— What you will do —
Every single entry should be printed exactly.

[Stored data entries]
# # #

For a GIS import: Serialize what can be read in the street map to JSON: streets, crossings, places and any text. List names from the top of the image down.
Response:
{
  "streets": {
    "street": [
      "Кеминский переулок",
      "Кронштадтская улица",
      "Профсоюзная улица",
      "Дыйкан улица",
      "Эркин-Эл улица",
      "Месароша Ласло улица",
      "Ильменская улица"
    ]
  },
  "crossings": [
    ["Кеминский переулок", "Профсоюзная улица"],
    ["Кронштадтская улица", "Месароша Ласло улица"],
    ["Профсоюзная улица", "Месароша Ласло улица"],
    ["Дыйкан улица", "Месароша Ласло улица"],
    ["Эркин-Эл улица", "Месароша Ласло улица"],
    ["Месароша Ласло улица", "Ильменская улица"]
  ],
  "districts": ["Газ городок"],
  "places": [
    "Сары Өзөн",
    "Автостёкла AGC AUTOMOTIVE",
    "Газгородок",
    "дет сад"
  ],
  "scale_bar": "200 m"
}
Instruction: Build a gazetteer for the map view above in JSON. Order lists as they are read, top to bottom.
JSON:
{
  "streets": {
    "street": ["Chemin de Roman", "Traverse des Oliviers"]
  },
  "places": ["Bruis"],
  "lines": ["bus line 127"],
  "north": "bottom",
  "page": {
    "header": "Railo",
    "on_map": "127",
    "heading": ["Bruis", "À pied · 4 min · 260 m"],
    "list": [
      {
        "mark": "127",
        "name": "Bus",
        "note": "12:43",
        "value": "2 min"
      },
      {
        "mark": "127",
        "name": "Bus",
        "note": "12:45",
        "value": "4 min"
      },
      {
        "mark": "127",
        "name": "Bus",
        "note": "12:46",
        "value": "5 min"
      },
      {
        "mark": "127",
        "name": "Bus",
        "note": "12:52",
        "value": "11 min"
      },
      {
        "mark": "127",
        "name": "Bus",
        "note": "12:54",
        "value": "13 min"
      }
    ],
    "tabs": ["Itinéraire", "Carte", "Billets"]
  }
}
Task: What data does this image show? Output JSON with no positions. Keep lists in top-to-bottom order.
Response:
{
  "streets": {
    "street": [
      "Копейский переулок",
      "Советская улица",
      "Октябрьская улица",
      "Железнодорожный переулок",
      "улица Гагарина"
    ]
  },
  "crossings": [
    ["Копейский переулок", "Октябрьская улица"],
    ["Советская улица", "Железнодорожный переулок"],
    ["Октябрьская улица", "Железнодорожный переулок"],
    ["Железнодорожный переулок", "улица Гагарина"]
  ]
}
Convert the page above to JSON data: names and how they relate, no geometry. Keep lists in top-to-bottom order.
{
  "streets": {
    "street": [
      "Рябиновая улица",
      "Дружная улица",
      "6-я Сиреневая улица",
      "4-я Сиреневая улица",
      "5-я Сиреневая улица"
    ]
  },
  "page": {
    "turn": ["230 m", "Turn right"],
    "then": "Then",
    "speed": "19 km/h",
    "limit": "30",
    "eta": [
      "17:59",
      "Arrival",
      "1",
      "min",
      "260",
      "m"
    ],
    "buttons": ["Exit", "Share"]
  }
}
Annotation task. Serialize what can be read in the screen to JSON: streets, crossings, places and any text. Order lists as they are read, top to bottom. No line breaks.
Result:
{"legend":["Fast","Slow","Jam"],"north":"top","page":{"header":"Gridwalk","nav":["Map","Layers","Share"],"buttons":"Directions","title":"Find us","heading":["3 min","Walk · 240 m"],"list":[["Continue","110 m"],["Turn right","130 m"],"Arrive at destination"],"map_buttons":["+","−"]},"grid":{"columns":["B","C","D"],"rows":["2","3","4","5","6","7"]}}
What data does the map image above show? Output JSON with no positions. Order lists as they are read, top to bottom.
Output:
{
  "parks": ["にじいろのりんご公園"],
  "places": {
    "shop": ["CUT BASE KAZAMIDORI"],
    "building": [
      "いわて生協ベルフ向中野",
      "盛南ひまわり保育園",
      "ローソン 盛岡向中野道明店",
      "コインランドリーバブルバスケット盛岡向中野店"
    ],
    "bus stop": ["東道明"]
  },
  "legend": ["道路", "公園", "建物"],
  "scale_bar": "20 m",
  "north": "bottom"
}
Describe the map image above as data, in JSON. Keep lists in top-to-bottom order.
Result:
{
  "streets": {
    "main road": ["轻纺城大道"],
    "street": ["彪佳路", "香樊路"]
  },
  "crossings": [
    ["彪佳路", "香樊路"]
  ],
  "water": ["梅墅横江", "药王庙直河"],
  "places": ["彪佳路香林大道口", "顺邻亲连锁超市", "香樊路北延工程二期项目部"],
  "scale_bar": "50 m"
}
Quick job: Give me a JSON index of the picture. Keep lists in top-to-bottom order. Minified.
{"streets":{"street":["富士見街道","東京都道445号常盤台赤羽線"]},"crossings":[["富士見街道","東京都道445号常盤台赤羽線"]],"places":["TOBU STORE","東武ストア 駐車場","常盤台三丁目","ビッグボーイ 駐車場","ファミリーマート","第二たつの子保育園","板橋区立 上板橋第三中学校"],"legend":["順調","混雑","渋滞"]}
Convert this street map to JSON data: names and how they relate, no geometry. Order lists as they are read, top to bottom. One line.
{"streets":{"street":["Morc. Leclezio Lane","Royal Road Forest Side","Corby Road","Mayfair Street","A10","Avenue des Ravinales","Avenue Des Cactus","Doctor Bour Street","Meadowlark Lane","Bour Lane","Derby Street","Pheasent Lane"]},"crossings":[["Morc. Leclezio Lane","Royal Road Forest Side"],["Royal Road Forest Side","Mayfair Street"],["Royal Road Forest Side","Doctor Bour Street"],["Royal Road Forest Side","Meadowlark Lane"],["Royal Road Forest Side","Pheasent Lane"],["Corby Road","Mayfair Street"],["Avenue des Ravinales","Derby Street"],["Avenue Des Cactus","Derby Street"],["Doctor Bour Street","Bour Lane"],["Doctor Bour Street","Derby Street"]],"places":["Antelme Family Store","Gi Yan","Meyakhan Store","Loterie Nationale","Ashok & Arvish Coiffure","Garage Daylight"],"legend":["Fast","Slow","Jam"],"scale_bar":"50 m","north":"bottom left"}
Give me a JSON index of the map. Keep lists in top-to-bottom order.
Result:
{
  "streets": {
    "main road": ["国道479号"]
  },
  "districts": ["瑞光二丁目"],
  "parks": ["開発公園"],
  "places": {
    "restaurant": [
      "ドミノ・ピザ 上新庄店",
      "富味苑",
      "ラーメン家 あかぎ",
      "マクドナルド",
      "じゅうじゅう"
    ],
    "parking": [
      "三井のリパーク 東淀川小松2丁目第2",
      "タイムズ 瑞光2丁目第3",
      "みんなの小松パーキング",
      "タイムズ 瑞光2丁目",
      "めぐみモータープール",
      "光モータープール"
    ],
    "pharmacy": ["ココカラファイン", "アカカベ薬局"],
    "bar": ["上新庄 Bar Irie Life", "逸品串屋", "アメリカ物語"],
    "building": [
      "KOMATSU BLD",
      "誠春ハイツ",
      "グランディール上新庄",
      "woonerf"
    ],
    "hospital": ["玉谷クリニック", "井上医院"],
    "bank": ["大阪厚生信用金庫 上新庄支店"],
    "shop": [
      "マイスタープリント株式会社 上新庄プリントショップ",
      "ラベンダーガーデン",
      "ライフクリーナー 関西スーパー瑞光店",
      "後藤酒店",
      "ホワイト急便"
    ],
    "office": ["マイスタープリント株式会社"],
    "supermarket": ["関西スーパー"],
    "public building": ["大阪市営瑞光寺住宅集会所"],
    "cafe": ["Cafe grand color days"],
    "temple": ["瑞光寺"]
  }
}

# # #

— Task answer —
For a GIS import: Serialize what can be read in the street map to JSON: streets, crossings, places and any text. List names from the top of the image down.
Response:
{
  "streets": {
    "street": [
      "Кеминский переулок",
      "Кронштадтская улица",
      "Профсоюзная улица",
      "Дыйкан улица",
      "Эркин-Эл улица",
      "Месароша Ласло улица",
      "Ильменская улица"
    ]
  },
  "crossings": [
    ["Кеминский переулок", "Профсоюзная улица"],
    ["Кронштадтская улица", "Месароша Ласло улица"],
    ["Профсоюзная улица", "Месароша Ласло улица"],
    ["Дыйкан улица", "Месароша Ласло улица"],
    ["Эркин-Эл улица", "Месароша Ласло улица"],
    ["Месароша Ласло улица", "Ильменская улица"]
  ],
  "districts": ["Газ городок"],
  "places": [
    "Сары Өзөн",
    "Автостёкла AGC AUTOMOTIVE",
    "Газгородок",
    "дет сад"
  ],
  "scale_bar": "200 m"
}
Instruction: Build a gazetteer for the map view above in JSON. Order lists as they are read, top to bottom.
JSON:
{
  "streets": {
    "street": ["Chemin de Roman", "Traverse des Oliviers"]
  },
  "places": ["Bruis"],
  "lines": ["bus line 127"],
  "north": "bottom",
  "page": {
    "header": "Railo",
    "on_map": "127",
    "heading": ["Bruis", "À pied · 4 min · 260 m"],
    "list": [
      {
        "mark": "127",
        "name": "Bus",
        "note": "12:43",
        "value": "2 min"
      },
      {
        "mark": "127",
        "name": "Bus",
        "note": "12:45",
        "value": "4 min"
      },
      {
        "mark": "127",
        "name": "Bus",
        "note": "12:46",
        "value": "5 min"
      },
      {
        "mark": "127",
        "name": "Bus",
        "note": "12:52",
        "value": "11 min"
      },
      {
        "mark": "127",
        "name": "Bus",
        "note": "12:54",
        "value": "13 min"
      }
    ],
    "tabs": ["Itinéraire", "Carte", "Billets"]
  }
}
Task: What data does this image show? Output JSON with no positions. Keep lists in top-to-bottom order.
Response:
{
  "streets": {
    "street": [
      "Копейский переулок",
      "Советская улица",
      "Октябрьская улица",
      "Железнодорожный переулок",
      "улица Гагарина"
    ]
  },
  "crossings": [
    ["Копейский переулок", "Октябрьская улица"],
    ["Советская улица", "Железнодорожный переулок"],
    ["Октябрьская улица", "Железнодорожный переулок"],
    ["Железнодорожный переулок", "улица Гагарина"]
  ]
}
Convert the page above to JSON data: names and how they relate, no geometry. Keep lists in top-to-bottom order.
{
  "streets": {
    "street": [
      "Рябиновая улица",
      "Дружная улица",
      "6-я Сиреневая улица",
      "4-я Сиреневая улица",
      "5-я Сиреневая улица"
    ]
  },
  "page": {
    "turn": ["230 m", "Turn right"],
    "then": "Then",
    "speed": "19 km/h",
    "limit": "30",
    "eta": [
      "17:59",
      "Arrival",
      "1",
      "min",
      "260",
      "m"
    ],
    "buttons": ["Exit", "Share"]
  }
}
Annotation task. Serialize what can be read in the screen to JSON: streets, crossings, places and any text. Order lists as they are read, top to bottom. No line breaks.
Result:
{"legend":["Fast","Slow","Jam"],"north":"top","page":{"header":"Gridwalk","nav":["Map","Layers","Share"],"buttons":"Directions","title":"Find us","heading":["3 min","Walk · 240 m"],"list":[["Continue","110 m"],["Turn right","130 m"],"Arrive at destination"],"map_buttons":["+","−"]},"grid":{"columns":["B","C","D"],"rows":["2","3","4","5","6","7"]}}
What data does the map image above show? Output JSON with no positions. Order lists as they are read, top to bottom.
Output:
{
  "parks": ["にじいろのりんご公園"],
  "places": {
    "shop": ["CUT BASE KAZAMIDORI"],
    "building": [
      "いわて生協ベルフ向中野",
      "盛南ひまわり保育園",
      "ローソン 盛岡向中野道明店",
      "コインランドリーバブルバスケット盛岡向中野店"
    ],
    "bus stop": ["東道明"]
  },
  "legend": ["道路", "公園", "建物"],
  "scale_bar": "20 m",
  "north": "bottom"
}
Describe the map image above as data, in JSON. Keep lists in top-to-bottom order.
Result:
{
  "streets": {
    "main road": ["轻纺城大道"],
    "street": ["彪佳路", "香樊路"]
  },
  "crossings": [
    ["彪佳路", "香樊路"]
  ],
  "water": ["梅墅横江", "药王庙直河"],
  "places": ["彪佳路香林大道口", "顺邻亲连锁超市", "香樊路北延工程二期项目部"],
  "scale_bar": "50 m"
}
Quick job: Give me a JSON index of the picture. Keep lists in top-to-bottom order. Minified.
{"streets":{"street":["富士見街道","東京都道445号常盤台赤羽線"]},"crossings":[["富士見街道","東京都道445号常盤台赤羽線"]],"places":["TOBU STORE","東武ストア 駐車場","常盤台三丁目","ビッグボーイ 駐車場","ファミリーマート","第二たつの子保育園","板橋区立 上板橋第三中学校"],"legend":["順調","混雑","渋滞"]}
Convert this street map to JSON data: names and how they relate, no geometry. Order lists as they are read, top to bottom. One line.
{"streets":{"street":["Morc. Leclezio Lane","Royal Road Forest Side","Corby Road","Mayfair Street","A10","Avenue des Ravinales","Avenue Des Cactus","Doctor Bour Street","Meadowlark Lane","Bour Lane","Derby Street","Pheasent Lane"]},"crossings":[["Morc. Leclezio Lane","Royal Road Forest Side"],["Royal Road Forest Side","Mayfair Street"],["Royal Road Forest Side","Doctor Bour Street"],["Royal Road Forest Side","Meadowlark Lane"],["Royal Road Forest Side","Pheasent Lane"],["Corby Road","Mayfair Street"],["Avenue des Ravinales","Derby Street"],["Avenue Des Cactus","Derby Street"],["Doctor Bour Street","Bour Lane"],["Doctor Bour Street","Derby Street"]],"places":["Antelme Family Store","Gi Yan","Meyakhan Store","Loterie Nationale","Ashok & Arvish Coiffure","Garage Daylight"],"legend":["Fast","Slow","Jam"],"scale_bar":"50 m","north":"bottom left"}
Give me a JSON index of the map. Keep lists in top-to-bottom order.
Result:
{
  "streets": {
    "main road": ["国道479号"]
  },
  "districts": ["瑞光二丁目"],
  "parks": ["開発公園"],
  "places": {
    "restaurant": [
      "ドミノ・ピザ 上新庄店",
      "富味苑",
      "ラーメン家 あかぎ",
      "マクドナルド",
      "じゅうじゅう"
    ],
    "parking": [
      "三井のリパーク 東淀川小松2丁目第2",
      "タイムズ 瑞光2丁目第3",
      "みんなの小松パーキング",
      "タイムズ 瑞光2丁目",
      "めぐみモータープール",
      "光モータープール"
    ],
    "pharmacy": ["ココカラファイン", "アカカベ薬局"],
    "bar": ["上新庄 Bar Irie Life", "逸品串屋", "アメリカ物語"],
    "building": [
      "KOMATSU BLD",
      "誠春ハイツ",
      "グランディール上新庄",
      "woonerf"
    ],
    "hospital": ["玉谷クリニック", "井上医院"],
    "bank": ["大阪厚生信用金庫 上新庄支店"],
    "shop": [
      "マイスタープリント株式会社 上新庄プリントショップ",
      "ラベンダーガーデン",
      "ライフクリーナー 関西スーパー瑞光店",
      "後藤酒店",
      "ホワイト急便"
    ],
    "office": ["マイスタープリント株式会社"],
    "supermarket": ["関西スーパー"],
    "public building": ["大阪市営瑞光寺住宅集会所"],
    "cafe": ["Cafe grand color days"],
    "temple": ["瑞光寺"]
  }
}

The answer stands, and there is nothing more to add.